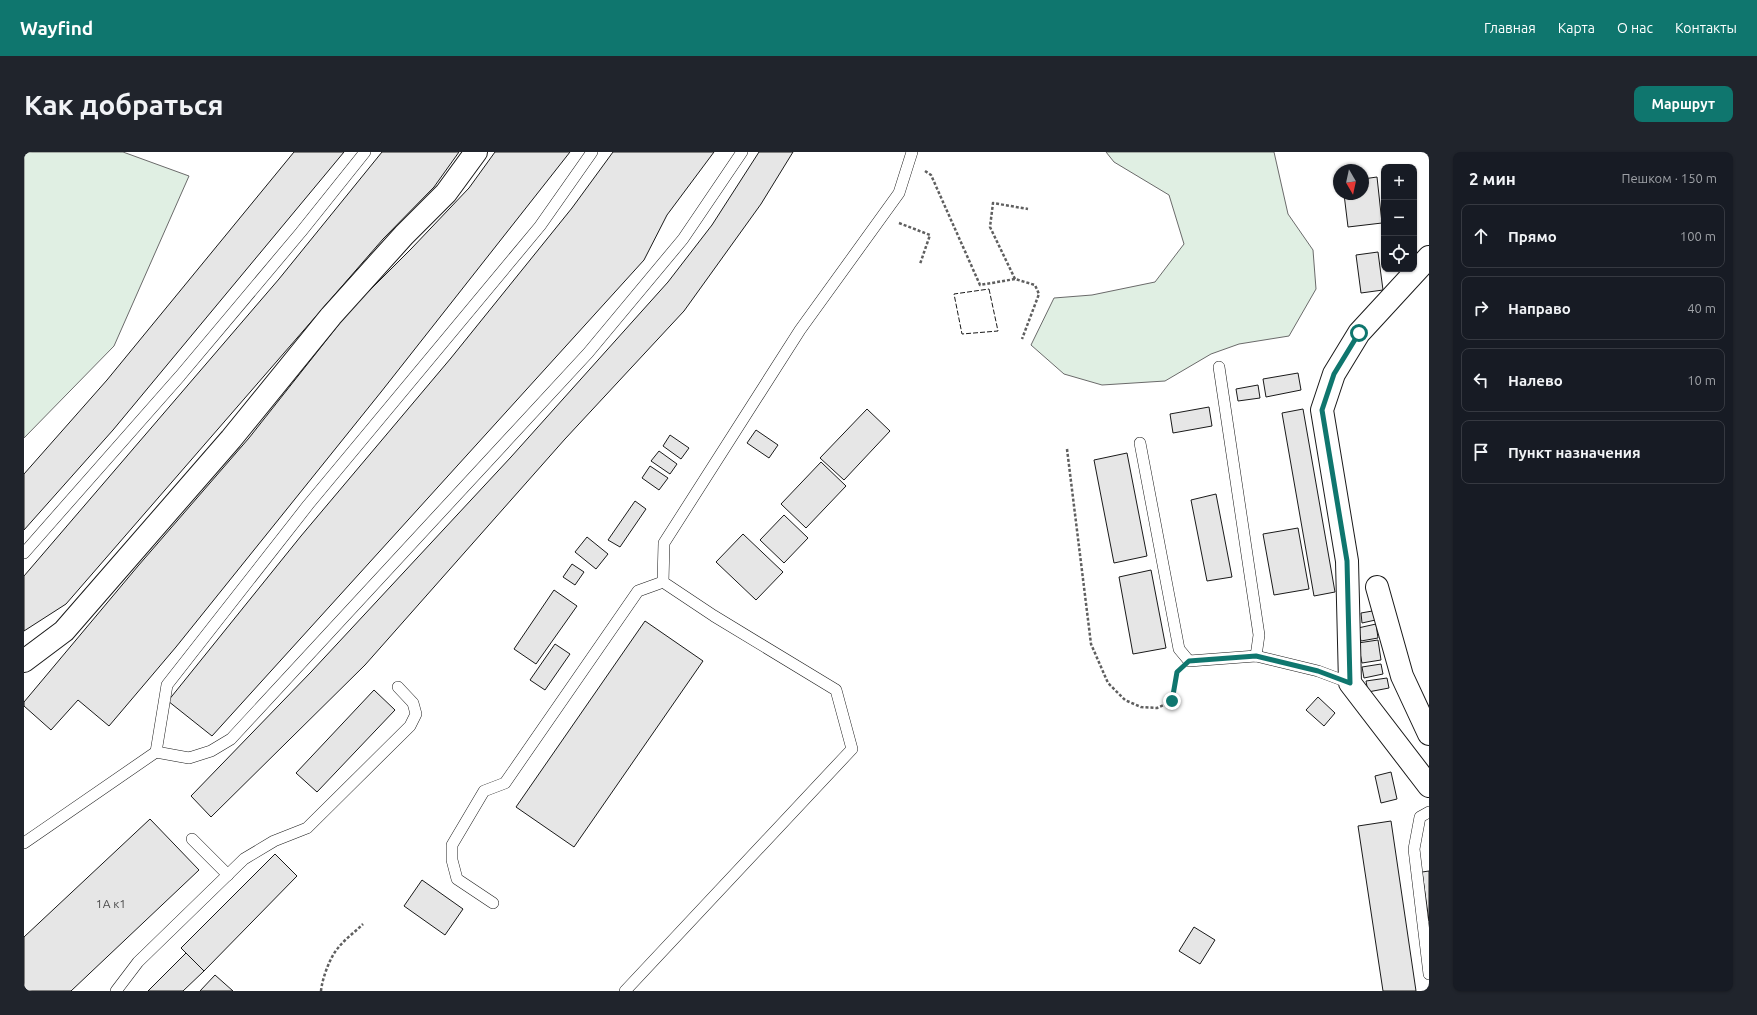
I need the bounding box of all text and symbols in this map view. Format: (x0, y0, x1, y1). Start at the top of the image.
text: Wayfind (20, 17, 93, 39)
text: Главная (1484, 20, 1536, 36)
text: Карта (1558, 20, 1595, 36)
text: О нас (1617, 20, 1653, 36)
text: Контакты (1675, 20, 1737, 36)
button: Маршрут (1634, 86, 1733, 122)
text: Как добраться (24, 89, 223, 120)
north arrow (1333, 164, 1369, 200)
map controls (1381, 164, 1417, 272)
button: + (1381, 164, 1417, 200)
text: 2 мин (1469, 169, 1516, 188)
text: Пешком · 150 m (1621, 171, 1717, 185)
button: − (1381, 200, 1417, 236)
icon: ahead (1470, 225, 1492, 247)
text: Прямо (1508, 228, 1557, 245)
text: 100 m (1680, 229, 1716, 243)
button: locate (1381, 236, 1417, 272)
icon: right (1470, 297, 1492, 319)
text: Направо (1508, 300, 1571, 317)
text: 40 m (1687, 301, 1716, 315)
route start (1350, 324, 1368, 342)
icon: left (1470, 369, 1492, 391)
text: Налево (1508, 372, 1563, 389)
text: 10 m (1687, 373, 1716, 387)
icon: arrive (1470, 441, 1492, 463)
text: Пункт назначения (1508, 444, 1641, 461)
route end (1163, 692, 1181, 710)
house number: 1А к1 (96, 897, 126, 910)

■ ■ ■

TO DO |
Could you report how many lines of the entries include the word "route"? Only the number is needed.

TASK RESPONSE |
2